***** INFORMATION PROVIDED *****
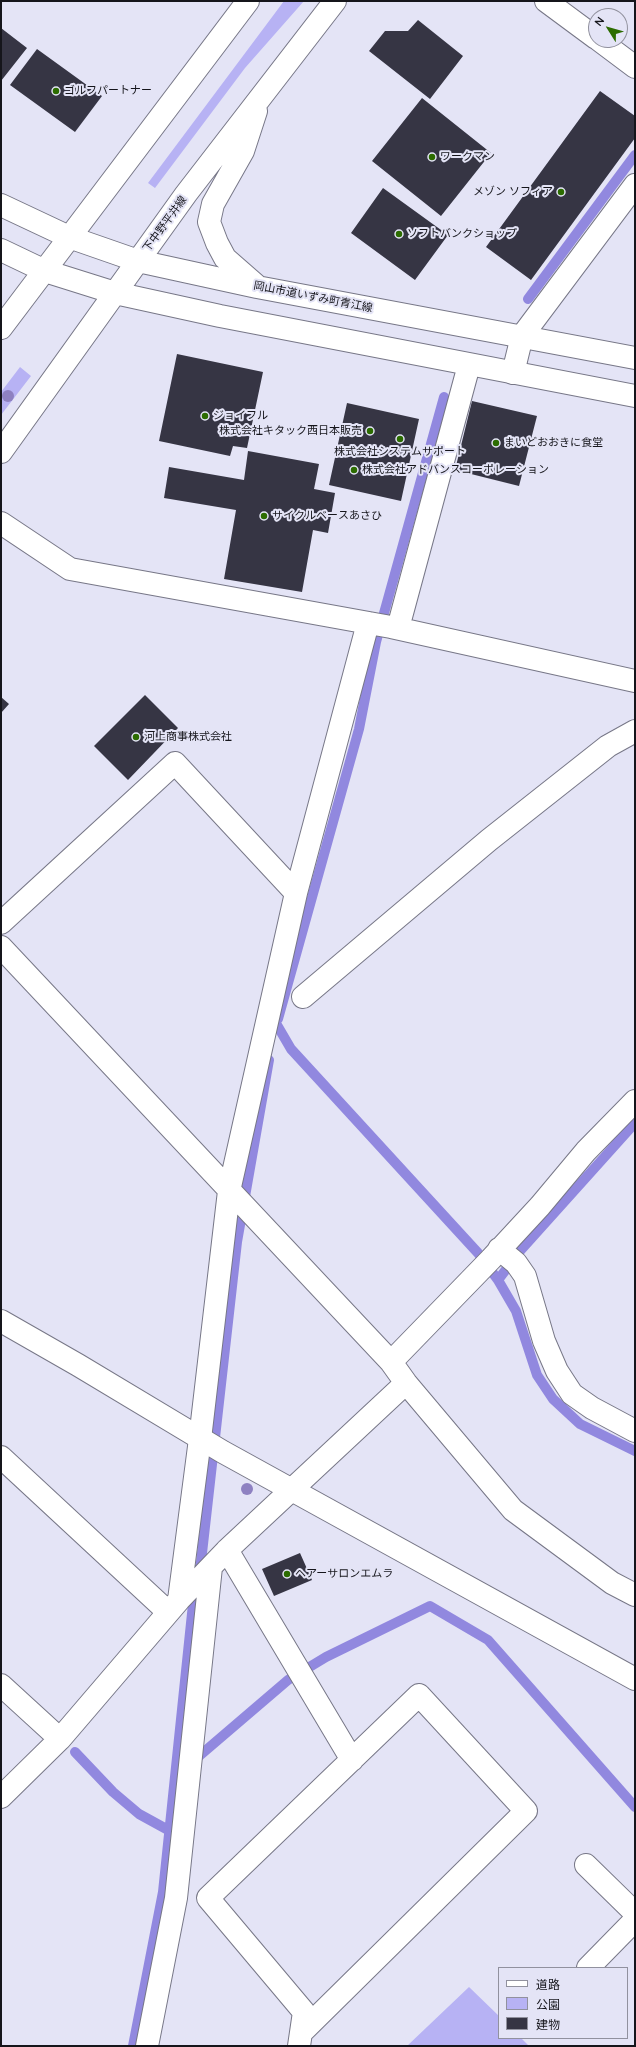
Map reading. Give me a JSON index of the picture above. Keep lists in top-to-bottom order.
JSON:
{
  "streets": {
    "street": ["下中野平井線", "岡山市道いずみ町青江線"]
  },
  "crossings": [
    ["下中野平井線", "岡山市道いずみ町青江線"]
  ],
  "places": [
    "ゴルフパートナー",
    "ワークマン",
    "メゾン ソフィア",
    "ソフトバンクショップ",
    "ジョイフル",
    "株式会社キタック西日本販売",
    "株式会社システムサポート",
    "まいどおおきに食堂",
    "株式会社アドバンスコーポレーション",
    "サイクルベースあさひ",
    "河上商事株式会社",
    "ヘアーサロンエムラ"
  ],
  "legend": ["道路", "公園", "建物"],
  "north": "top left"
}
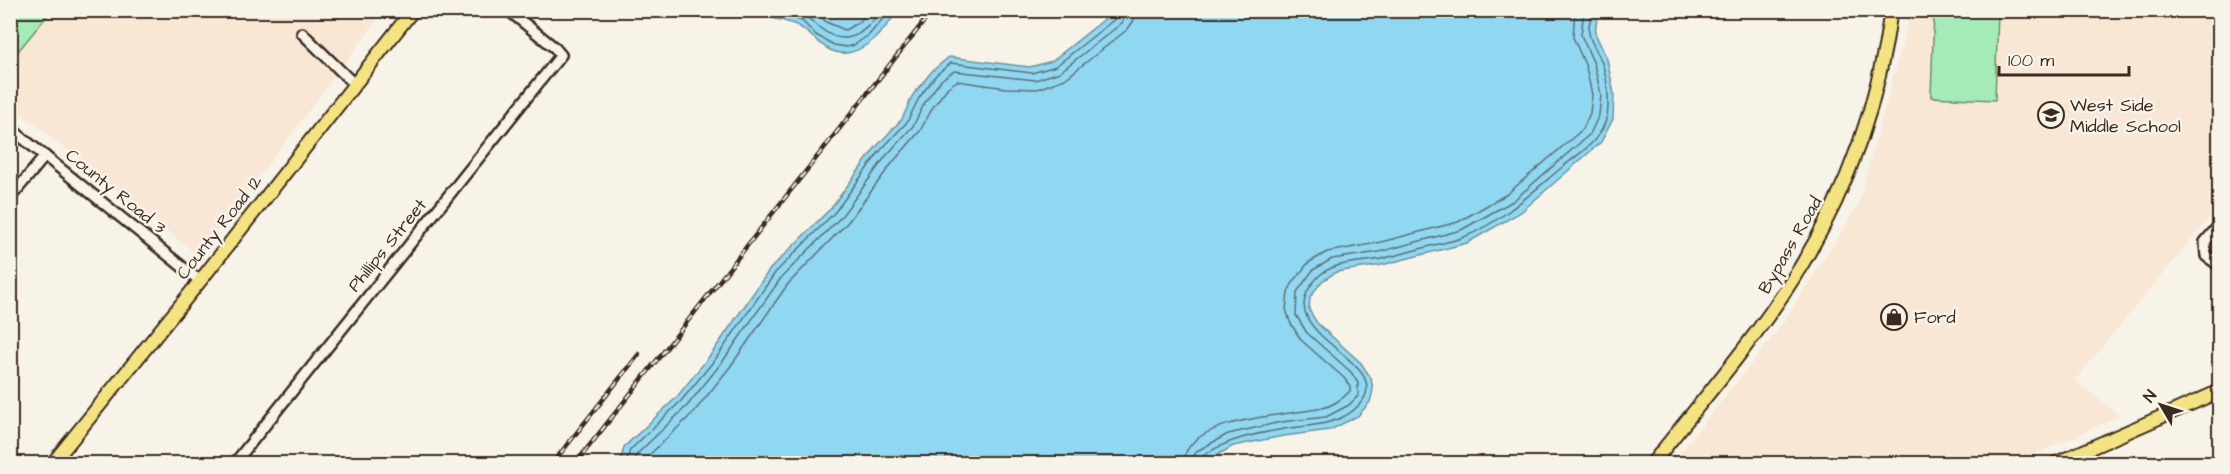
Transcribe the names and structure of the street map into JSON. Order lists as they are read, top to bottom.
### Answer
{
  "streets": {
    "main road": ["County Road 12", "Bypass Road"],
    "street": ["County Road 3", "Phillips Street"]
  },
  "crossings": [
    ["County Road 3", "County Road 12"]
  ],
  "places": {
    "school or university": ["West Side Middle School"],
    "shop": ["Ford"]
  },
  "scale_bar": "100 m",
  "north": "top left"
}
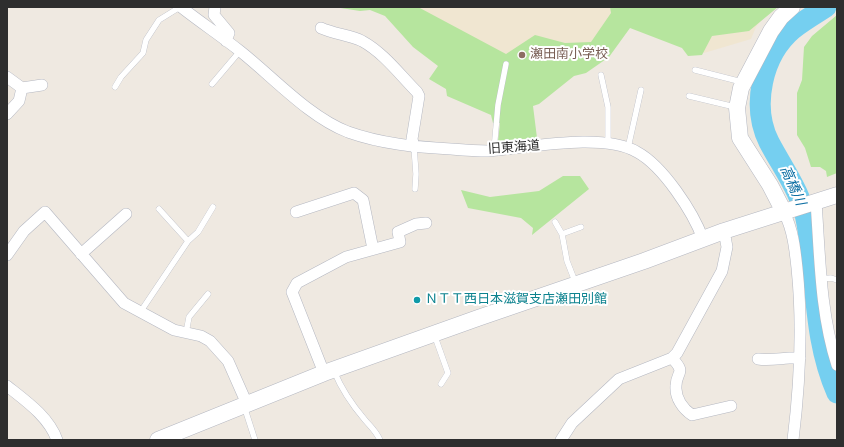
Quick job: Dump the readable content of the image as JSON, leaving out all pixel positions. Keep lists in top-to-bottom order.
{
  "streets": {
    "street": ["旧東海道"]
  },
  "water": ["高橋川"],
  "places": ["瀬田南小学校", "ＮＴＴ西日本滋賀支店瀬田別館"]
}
*****
***** INFORMATION PROVIDED *****
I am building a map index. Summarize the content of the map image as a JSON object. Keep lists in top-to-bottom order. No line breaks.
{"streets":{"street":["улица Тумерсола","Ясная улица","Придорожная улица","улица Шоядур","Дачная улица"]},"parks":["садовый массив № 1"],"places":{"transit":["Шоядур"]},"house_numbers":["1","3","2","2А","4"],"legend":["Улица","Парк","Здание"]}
*****
***** INFORMATION PROVIDED *****
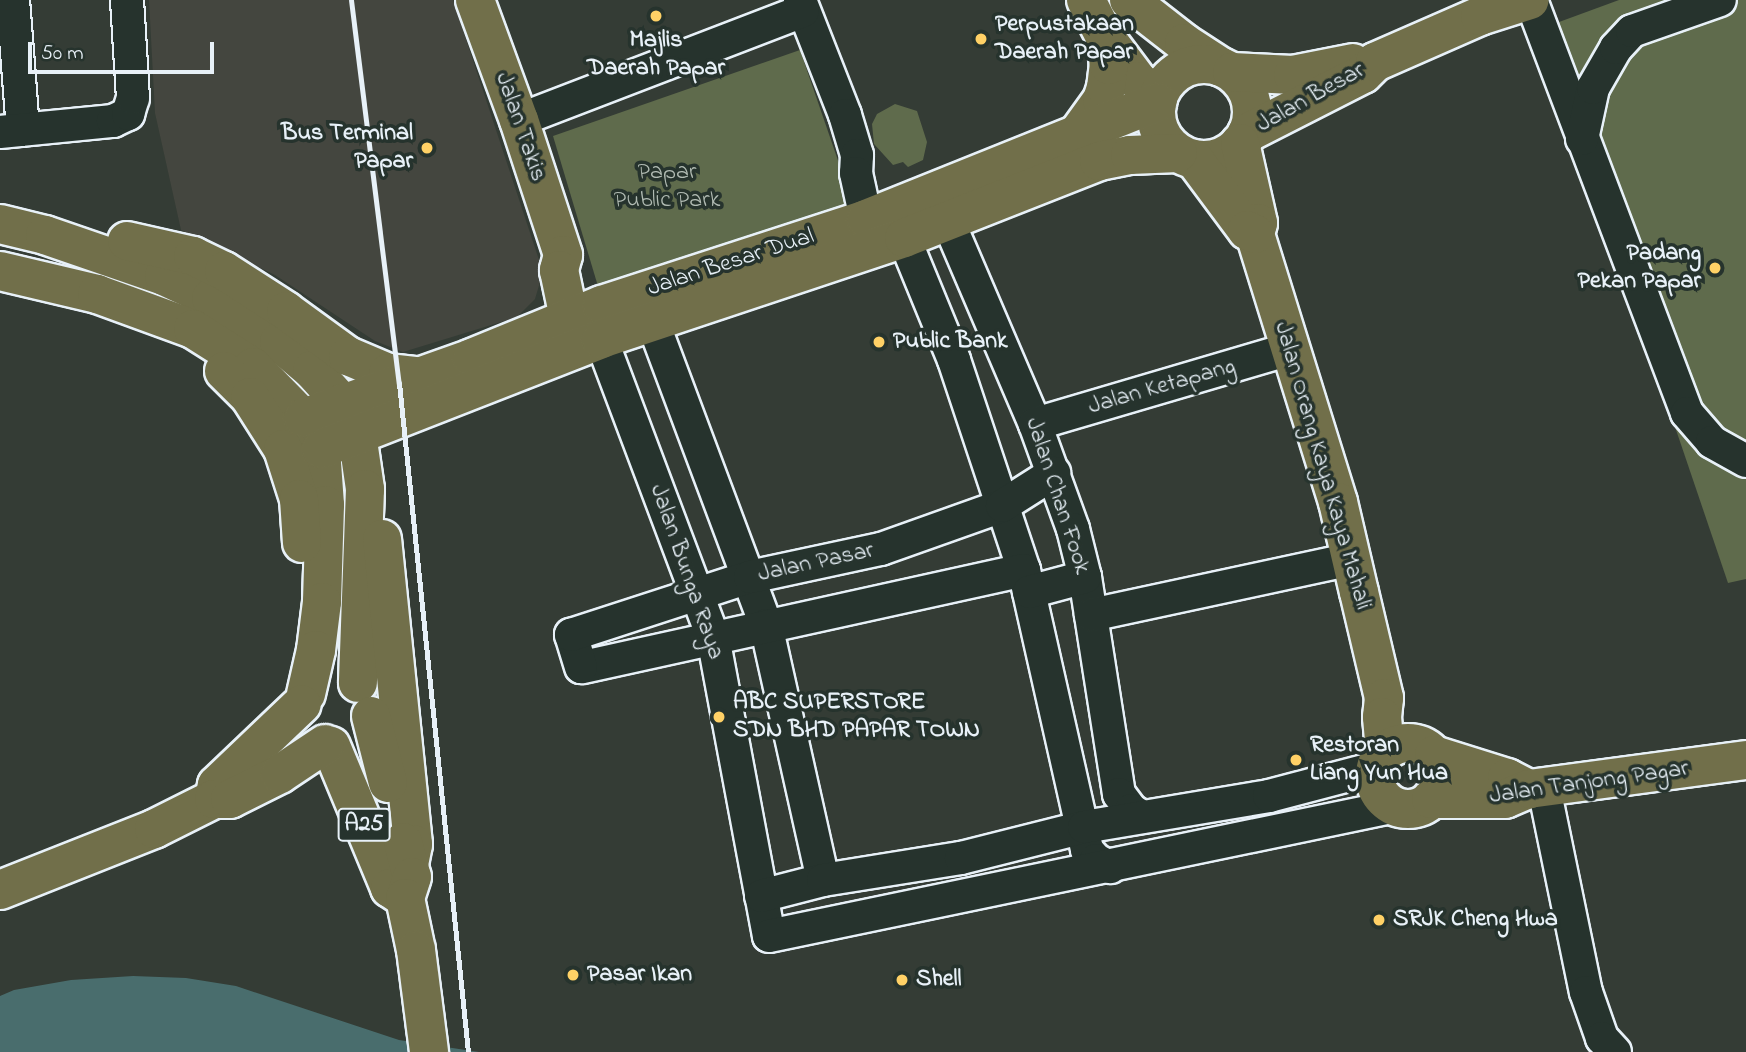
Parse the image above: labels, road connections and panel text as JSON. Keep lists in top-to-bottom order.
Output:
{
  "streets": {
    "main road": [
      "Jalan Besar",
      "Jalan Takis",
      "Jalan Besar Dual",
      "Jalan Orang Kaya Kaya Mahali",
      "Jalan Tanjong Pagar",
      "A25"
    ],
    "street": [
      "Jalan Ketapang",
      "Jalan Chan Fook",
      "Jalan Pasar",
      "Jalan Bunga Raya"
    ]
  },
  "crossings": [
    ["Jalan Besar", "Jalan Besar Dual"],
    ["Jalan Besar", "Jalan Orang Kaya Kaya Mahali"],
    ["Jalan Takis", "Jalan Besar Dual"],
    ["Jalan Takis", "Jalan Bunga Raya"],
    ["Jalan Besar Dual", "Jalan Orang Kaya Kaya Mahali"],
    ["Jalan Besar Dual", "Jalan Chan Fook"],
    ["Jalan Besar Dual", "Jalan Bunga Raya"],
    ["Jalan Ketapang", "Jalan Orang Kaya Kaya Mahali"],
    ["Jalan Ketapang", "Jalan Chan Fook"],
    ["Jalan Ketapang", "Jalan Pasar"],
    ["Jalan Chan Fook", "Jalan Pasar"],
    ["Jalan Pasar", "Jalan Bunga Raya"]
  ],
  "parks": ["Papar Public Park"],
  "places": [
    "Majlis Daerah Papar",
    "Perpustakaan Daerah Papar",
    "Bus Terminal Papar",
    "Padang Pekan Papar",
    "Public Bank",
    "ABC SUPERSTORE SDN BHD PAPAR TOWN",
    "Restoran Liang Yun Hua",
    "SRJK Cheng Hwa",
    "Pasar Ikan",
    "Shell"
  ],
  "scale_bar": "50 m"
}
*****
= TASK INSTRUCTIONS =
In the records above, copy exactly everything from the line that has "Map reading. Give" down to the line that has "Transcribe the names", both ends included, and leave out the pictures.

= TASK ANSWER =
Map reading. Give me a JSON index of the picture above. Keep lists in top-to-bottom order.
JSON:
{
  "streets": {
    "street": ["下中野平井線", "岡山市道いずみ町青江線"]
  },
  "crossings": [
    ["下中野平井線", "岡山市道いずみ町青江線"]
  ],
  "places": [
    "ゴルフパートナー",
    "ワークマン",
    "メゾン ソフィア",
    "ソフトバンクショップ",
    "ジョイフル",
    "株式会社キタック西日本販売",
    "株式会社システムサポート",
    "まいどおおきに食堂",
    "株式会社アドバンスコーポレーション",
    "サイクルベースあさひ",
    "河上商事株式会社",
    "ヘアーサロンエムラ"
  ],
  "legend": ["道路", "公園", "建物"],
  "north": "top left"
}
Transcribe the names and structure of the street map into JSON. Order lists as they are read, top to bottom.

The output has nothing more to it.